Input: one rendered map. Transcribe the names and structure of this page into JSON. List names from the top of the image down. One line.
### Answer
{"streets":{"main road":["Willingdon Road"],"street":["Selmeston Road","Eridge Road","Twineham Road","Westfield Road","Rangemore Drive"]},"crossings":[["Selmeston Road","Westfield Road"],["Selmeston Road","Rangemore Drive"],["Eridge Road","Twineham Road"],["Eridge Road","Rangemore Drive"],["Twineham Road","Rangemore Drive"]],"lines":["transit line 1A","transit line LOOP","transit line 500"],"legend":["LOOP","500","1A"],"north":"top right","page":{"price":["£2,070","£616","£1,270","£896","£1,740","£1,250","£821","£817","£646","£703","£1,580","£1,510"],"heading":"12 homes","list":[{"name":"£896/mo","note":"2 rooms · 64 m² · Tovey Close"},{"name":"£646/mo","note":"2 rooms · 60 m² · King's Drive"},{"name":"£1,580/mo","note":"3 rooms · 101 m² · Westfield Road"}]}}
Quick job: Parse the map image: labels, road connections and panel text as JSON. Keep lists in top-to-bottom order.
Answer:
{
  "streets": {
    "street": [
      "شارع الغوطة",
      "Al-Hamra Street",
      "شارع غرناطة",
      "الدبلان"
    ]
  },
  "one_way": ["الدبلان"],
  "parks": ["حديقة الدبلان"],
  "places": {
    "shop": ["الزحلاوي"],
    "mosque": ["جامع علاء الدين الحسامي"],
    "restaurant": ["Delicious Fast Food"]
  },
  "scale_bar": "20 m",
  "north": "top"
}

----------------------------------------

• WHAT TO DO: Down to the final line, the data above must be copied exactly.

• WRITTEN RESPONSE:
Input: one rendered map. Transcribe the names and structure of this page into JSON. List names from the top of the image down. One line.
### Answer
{"streets":{"main road":["Willingdon Road"],"street":["Selmeston Road","Eridge Road","Twineham Road","Westfield Road","Rangemore Drive"]},"crossings":[["Selmeston Road","Westfield Road"],["Selmeston Road","Rangemore Drive"],["Eridge Road","Twineham Road"],["Eridge Road","Rangemore Drive"],["Twineham Road","Rangemore Drive"]],"lines":["transit line 1A","transit line LOOP","transit line 500"],"legend":["LOOP","500","1A"],"north":"top right","page":{"price":["£2,070","£616","£1,270","£896","£1,740","£1,250","£821","£817","£646","£703","£1,580","£1,510"],"heading":"12 homes","list":[{"name":"£896/mo","note":"2 rooms · 64 m² · Tovey Close"},{"name":"£646/mo","note":"2 rooms · 60 m² · King's Drive"},{"name":"£1,580/mo","note":"3 rooms · 101 m² · Westfield Road"}]}}
Quick job: Parse the map image: labels, road connections and panel text as JSON. Keep lists in top-to-bottom order.
Answer:
{
  "streets": {
    "street": [
      "شارع الغوطة",
      "Al-Hamra Street",
      "شارع غرناطة",
      "الدبلان"
    ]
  },
  "one_way": ["الدبلان"],
  "parks": ["حديقة الدبلان"],
  "places": {
    "shop": ["الزحلاوي"],
    "mosque": ["جامع علاء الدين الحسامي"],
    "restaurant": ["Delicious Fast Food"]
  },
  "scale_bar": "20 m",
  "north": "top"
}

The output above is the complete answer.